5. “I will be the greatest jobs president that God ever created. I will bring back our jobs from China, from Mexico, from Japan, from so many places. I’ll bring back our jobs and I’ll bring back our money.”
6. “I always had big plans, even when I was very young. I would build skyscrapers with my building blocks.”
7. “Black guys counting my money! I hate it. The only kind of people I want counting my money are little short guys that wear yarmulkes every day.”
8. “When I build something for somebody, I always add $50 million or $60 million onto the price. My guys come in, they say it’s going to cost $75 million. I say it’s going to cost $125 million, and I build it for $100 million. Basically, I did a lousy job. But they think I did a great job.”
9. “I know the smartest negotiators in the world.

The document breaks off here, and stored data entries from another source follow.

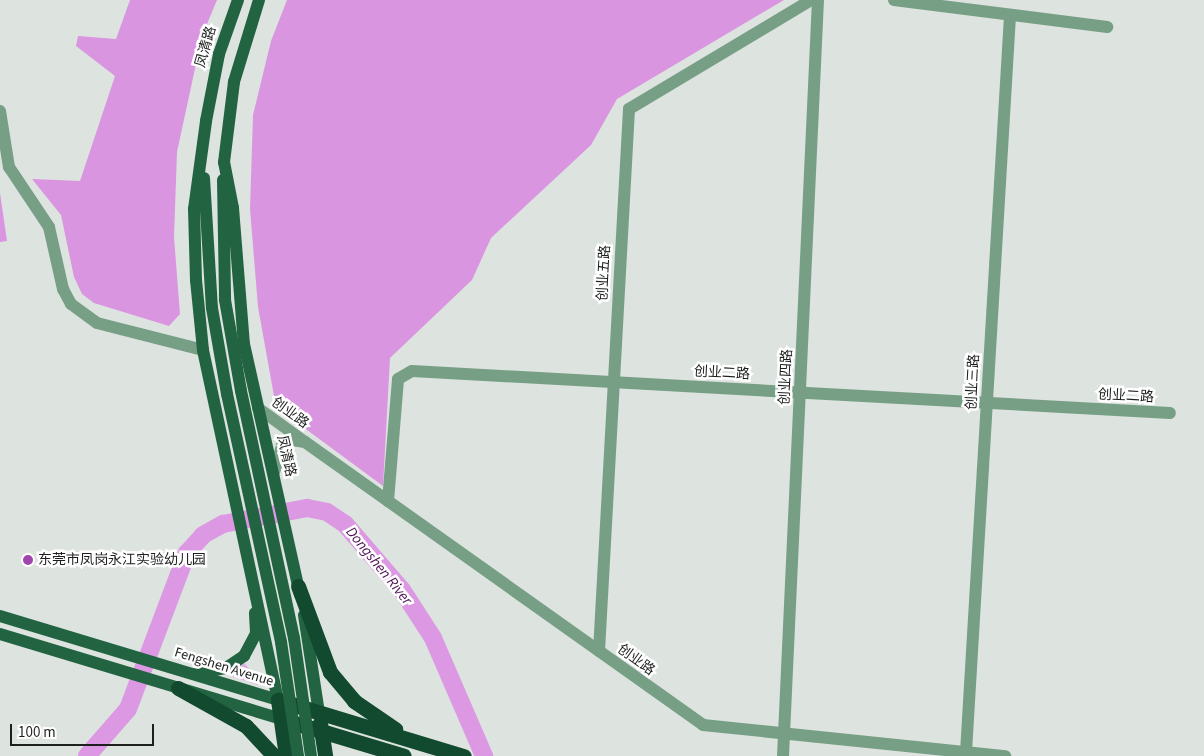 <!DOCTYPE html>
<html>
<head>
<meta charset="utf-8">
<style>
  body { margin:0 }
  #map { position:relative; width:1204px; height:756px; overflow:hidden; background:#dde3df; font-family:"Source Sans 3","Noto Sans SC",sans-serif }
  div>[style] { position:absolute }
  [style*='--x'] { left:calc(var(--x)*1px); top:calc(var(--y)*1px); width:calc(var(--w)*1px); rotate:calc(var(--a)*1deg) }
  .green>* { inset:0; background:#ddaee1 }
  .forest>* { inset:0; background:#da95e0 }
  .river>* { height:18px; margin:-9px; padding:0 9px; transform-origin:9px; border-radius:9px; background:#dc98e3 }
  .minor>* { height:12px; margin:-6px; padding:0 6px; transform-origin:6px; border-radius:6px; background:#779f86 }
  .major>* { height:12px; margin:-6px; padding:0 6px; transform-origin:6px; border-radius:6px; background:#226341 }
  .highway>* { height:15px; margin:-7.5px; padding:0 7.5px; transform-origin:7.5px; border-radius:7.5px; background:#114a2e }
  .major-bridge>* { height:12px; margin:-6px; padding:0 6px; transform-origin:6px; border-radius:6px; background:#226341 }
  .dots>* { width:14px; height:14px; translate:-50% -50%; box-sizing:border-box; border:2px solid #fff; border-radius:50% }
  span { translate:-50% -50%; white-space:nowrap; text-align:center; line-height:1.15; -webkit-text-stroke:5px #fff; paint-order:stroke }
  .street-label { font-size:14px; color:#1d1f1e }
  .poi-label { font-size:14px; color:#1d1f1e }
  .left { translate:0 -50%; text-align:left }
  .water-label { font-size:15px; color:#4e1054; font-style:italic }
  .scale { position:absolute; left:10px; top:724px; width:144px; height:22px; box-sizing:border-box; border:2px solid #1d1f1e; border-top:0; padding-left:6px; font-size:15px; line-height:18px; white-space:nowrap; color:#1d1f1e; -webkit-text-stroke:4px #fff; paint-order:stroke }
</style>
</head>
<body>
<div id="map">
  <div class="green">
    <i style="clip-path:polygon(244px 663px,255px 675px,258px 685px,227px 675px)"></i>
  </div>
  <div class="forest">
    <i style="clip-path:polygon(130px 0,217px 0,202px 36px,177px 152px,174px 237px,180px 314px,169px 326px,94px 303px,82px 294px,74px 277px,61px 215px,32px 179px,80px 181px,115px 76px,76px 46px,78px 36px,116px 39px)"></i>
    <i style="clip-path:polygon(287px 0,784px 0,617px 99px,591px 145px,491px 238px,472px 280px,390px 358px,383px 486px,276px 407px,258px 307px,250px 209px,253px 115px,271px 41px)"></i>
    <i style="clip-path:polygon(0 193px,7px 241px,0 242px)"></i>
  </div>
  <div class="river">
    <i style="--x:87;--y:756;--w:62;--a:-48.9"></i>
    <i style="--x:128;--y:709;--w:167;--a:-69.3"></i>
    <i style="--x:187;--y:553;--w:24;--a:-48"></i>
    <i style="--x:203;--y:535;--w:23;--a:-29"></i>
    <i style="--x:223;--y:524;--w:86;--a:-10.8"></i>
    <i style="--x:307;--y:508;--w:20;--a:11"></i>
    <i style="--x:327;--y:512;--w:22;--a:34"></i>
    <i style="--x:345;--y:524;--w:87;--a:49.2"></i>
    <i style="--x:402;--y:590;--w:57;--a:57.1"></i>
    <i style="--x:433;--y:638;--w:129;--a:66.6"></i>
  </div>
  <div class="minor">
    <i style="--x:894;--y:0;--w:215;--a:7.2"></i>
    <i style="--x:0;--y:111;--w:57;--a:80.9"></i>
    <i style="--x:9;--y:167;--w:72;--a:56.3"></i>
    <i style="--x:49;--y:227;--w:64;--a:77.3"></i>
    <i style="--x:63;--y:289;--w:17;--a:62"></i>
    <i style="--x:71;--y:304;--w:32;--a:36"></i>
    <i style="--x:97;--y:323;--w:109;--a:14.3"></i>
    <i style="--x:258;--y:408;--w:58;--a:35.9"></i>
    <i style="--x:305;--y:442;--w:13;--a:-171"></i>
    <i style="--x:292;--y:440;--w:12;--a:149"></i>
    <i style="--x:282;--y:446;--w:28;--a:107"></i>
    <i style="--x:305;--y:442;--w:488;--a:35.4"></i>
    <i style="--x:703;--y:725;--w:304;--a:5.9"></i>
    <i style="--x:388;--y:501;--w:122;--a:-85.3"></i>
    <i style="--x:398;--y:379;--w:16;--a:-30"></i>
    <i style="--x:412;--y:371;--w:759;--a:3.17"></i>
    <i style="--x:599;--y:651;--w:543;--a:-86.83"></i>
    <i style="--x:629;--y:109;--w:212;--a:-30.9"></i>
    <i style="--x:966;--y:752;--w:738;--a:-86.58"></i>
    <i style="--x:783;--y:756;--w:757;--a:-87.35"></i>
  </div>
  <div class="major">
    <i style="--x:259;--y:0;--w:86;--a:107"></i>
    <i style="--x:234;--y:82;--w:81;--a:97.1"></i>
    <i style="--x:224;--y:162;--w:47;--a:78.9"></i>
    <i style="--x:233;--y:208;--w:136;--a:85.4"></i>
    <i style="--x:244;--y:344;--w:257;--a:77.4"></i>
    <i style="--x:204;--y:178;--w:130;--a:86.5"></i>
    <i style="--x:212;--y:308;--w:87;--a:80.1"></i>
    <i style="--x:223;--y:180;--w:120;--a:89"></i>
    <i style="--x:225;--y:300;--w:92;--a:80"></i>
    <i style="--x:304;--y:615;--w:99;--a:81.3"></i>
    <i style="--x:0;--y:616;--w:290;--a:16.8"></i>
    <i style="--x:278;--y:700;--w:358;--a:-102.1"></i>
    <i style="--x:203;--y:350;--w:70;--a:-95.7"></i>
    <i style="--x:196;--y:280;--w:71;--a:-91.6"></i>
    <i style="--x:194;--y:209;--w:89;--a:-82.2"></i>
    <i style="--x:206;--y:121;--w:68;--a:-79"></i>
    <i style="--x:219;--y:54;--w:57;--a:-70.6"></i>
    <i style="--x:0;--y:634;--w:294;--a:16.8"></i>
    <i style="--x:198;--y:673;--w:28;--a:-10"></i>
    <i style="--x:226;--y:668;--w:22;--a:-34"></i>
    <i style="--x:244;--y:656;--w:26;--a:-62"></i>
    <i style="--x:256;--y:633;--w:20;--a:-93"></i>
  </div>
  <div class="highway">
    <i style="--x:298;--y:586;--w:92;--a:69.6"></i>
    <i style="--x:330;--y:672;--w:38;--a:50"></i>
    <i style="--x:354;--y:701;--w:50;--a:34.3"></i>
    <i style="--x:178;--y:688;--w:78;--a:29.2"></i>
    <i style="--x:246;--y:726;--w:41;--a:47"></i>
    <i style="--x:281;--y:719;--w:128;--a:16.7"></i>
    <i style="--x:320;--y:723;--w:33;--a:81"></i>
    <i style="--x:286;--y:756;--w:57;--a:-98.1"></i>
    <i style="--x:278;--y:700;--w:194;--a:16.8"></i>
  </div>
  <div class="major-bridge">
    <i style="--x:241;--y:391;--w:253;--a:77.9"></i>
    <i style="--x:294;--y:638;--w:119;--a:81.8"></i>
    <i style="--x:227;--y:394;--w:254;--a:77.7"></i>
    <i style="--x:281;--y:642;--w:115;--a:81.5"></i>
  </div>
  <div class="dots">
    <i style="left:28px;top:560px;background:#a244ad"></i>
  </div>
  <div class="street-label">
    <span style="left:206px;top:47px;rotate:-74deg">凤清路</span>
    <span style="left:604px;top:273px;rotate:-87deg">创业五路</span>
    <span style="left:722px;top:373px;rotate:3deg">创业二路</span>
    <span style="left:786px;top:377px;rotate:-87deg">创业四路</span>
    <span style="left:973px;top:382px;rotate:-87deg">创业三路</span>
    <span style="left:1126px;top:396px;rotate:3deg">创业二路</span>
    <span style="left:290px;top:413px;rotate:36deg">创业路</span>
    <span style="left:286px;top:456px;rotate:77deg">凤清路</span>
    <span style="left:636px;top:660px;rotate:36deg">创业路</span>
    <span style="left:224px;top:667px;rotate:17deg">Fengshen Avenue</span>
  </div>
  <div class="poi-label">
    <span class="left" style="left:38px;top:560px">东莞市凤岗永江实验幼儿园</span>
  </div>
  <div class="water-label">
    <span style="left:379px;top:566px;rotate:51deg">Dongshen River</span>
  </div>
  <div class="scale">100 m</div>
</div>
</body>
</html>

I know the good ones, I know the bad ones, I know the overrated ones. You got a lot of them that are overrated. They’re not good, they think they are, they get good stories, cause the newspapers get buffaloed. But they’re not good. But I know the best negotiators in the world. I’d put them one for each country. Believe me, folks, we’d do very well.”
10. “I’m proud of my net worth, I’ve done an amazing job … The total is $8,737,540,000 US. I’m not doing that to brag, because you know what, I don’t have to brag.”
Here’s a few quotes from Art of the Deal, which Trump did not write but is largely based on how he lives his life, that explain the thought process behind this enigmatic figure:
“I try not to schedule too many meetings. I leave my door open. You can’t be imaginative or entrepreneurial if you’ve got too much structure. I prefer to come to work each day and just see what develops.”
“One thing I’ve learned about the press is that they’re always hungry for a good story, and the more sensational the better. It’s in the nature of the job, and I understand that. The point is that if you are a little different, or a little outrageous, or if you do things that are bold or controversial, the press is going to write about you.”
“The final key to the way I promote is bravado. I play to people’s fantasies. People may not always think big themselves, but they can still get very excited by those who do. That’s why a little hyperbole never hurts. People want to believe that something is the biggest and the greatest and the most spectacular. I call it truthful hyperbole. It’s an innocent form of exaggeration, and a very effective form of promotion.”
“[W]hen people treat me badly or unfairly or try to take advantage of me, my general attitude, all my life, has been to fight back very hard. The risk is you’ll make a bad situation worse, and I certainly don’t recommend this approach to everyone. But my experience is that if you’re fighting for something you believe in — even if it means alienating some people along the way — things usually work out for the best in the end.”
“You can’t con people, at least not for long. You can create excitement, you can do wonderful promotion and get all kinds of press, and you can throw in a little hyperbole. But if you don’t deliver the goods, people will eventually catch on.”
“I’m the first to admit that I am very competitive and that I’ll do nearly anything within legal bounds to win. Sometimes, part of making a deal is denigrating your competition.”